**Records to use:**
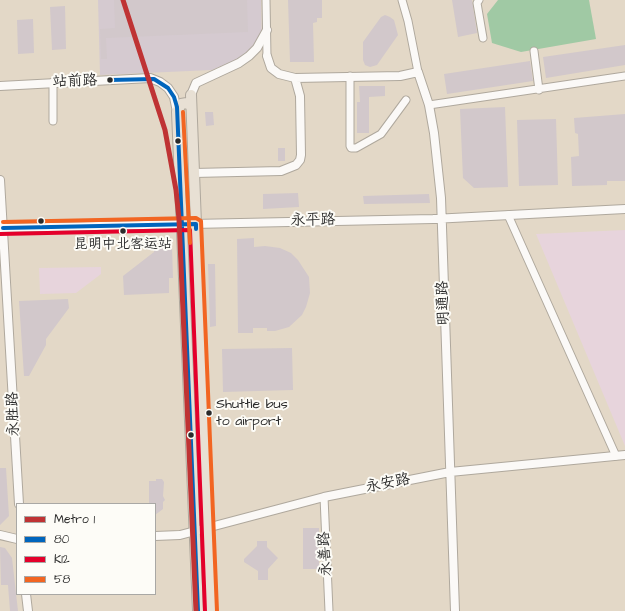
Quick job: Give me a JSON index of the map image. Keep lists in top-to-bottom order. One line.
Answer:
{"streets":{"street":["站前路","永平路","明通路","永胜路","永安路","永善路"]},"crossings":[["永平路","明通路"],["永平路","永胜路"],["明通路","永安路"],["永安路","永善路"]],"places":["昆明中北客运站","Shuttle bus to airport"],"lines":["metro line 1","transit line 80","transit line 58","transit line K12"],"legend":["Metro 1","80","K12","58"]}
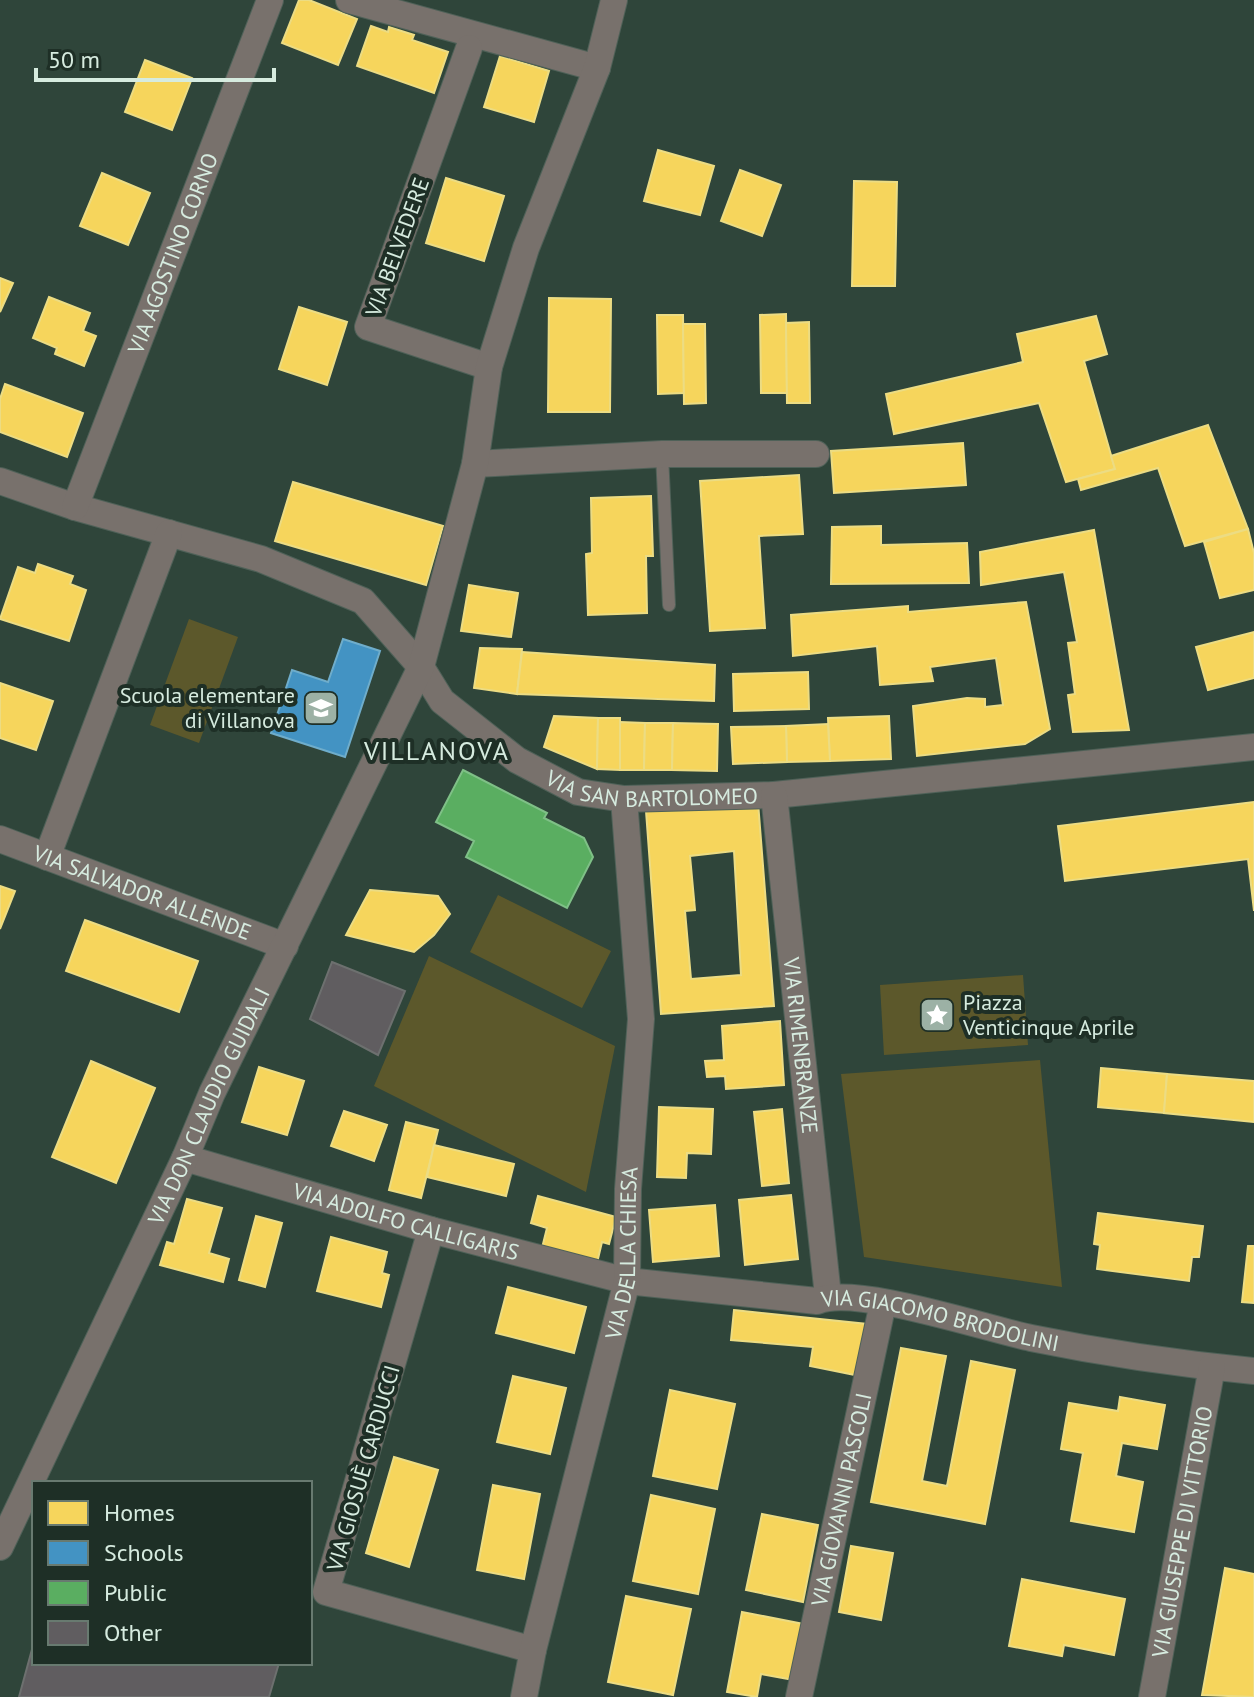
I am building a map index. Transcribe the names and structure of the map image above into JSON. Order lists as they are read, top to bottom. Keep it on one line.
{"streets":{"street":["VIA BELVEDERE","VIA AGOSTINO CORNO","VIA SAN BARTOLOMEO","VIA SALVADOR ALLENDE","VIA RIMENBRANZE","VIA DON CLAUDIO GUIDALI","VIA ADOLFO CALLIGARIS","VIA DELLA CHIESA","VIA GIACOMO BRODOLINI","VIA GIOSUÈ CARDUCCI","VIA GIOVANNI PASCOLI","VIA GIUSEPPE DI VITTORIO"]},"crossings":[["VIA AGOSTINO CORNO","VIA SAN BARTOLOMEO"],["VIA SAN BARTOLOMEO","VIA RIMENBRANZE"],["VIA SAN BARTOLOMEO","VIA DON CLAUDIO GUIDALI"],["VIA SAN BARTOLOMEO","VIA DELLA CHIESA"],["VIA SALVADOR ALLENDE","VIA DON CLAUDIO GUIDALI"],["VIA RIMENBRANZE","VIA GIACOMO BRODOLINI"],["VIA DON CLAUDIO GUIDALI","VIA ADOLFO CALLIGARIS"],["VIA ADOLFO CALLIGARIS","VIA DELLA CHIESA"],["VIA ADOLFO CALLIGARIS","VIA GIACOMO BRODOLINI"],["VIA ADOLFO CALLIGARIS","VIA GIOSUÈ CARDUCCI"],["VIA DELLA CHIESA","VIA GIACOMO BRODOLINI"],["VIA DELLA CHIESA","VIA GIOSUÈ CARDUCCI"],["VIA GIACOMO BRODOLINI","VIA GIOVANNI PASCOLI"],["VIA GIACOMO BRODOLINI","VIA GIUSEPPE DI VITTORIO"]],"districts":["VILLANOVA"],"places":{"school or university":["Scuola elementare di Villanova"],"place":["Piazza Venticinque Aprile"]},"legend":["Homes","Schools","Public","Other"],"scale_bar":"50 m"}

**What the task requires:** Using the entries, return every line where the word "lists" can be found.

**Answer box:**
Quick job: Give me a JSON index of the map image. Keep lists in top-to-bottom order. One line.
I am building a map index. Transcribe the names and structure of the map image above into JSON. Order lists as they are read, top to bottom. Keep it on one line.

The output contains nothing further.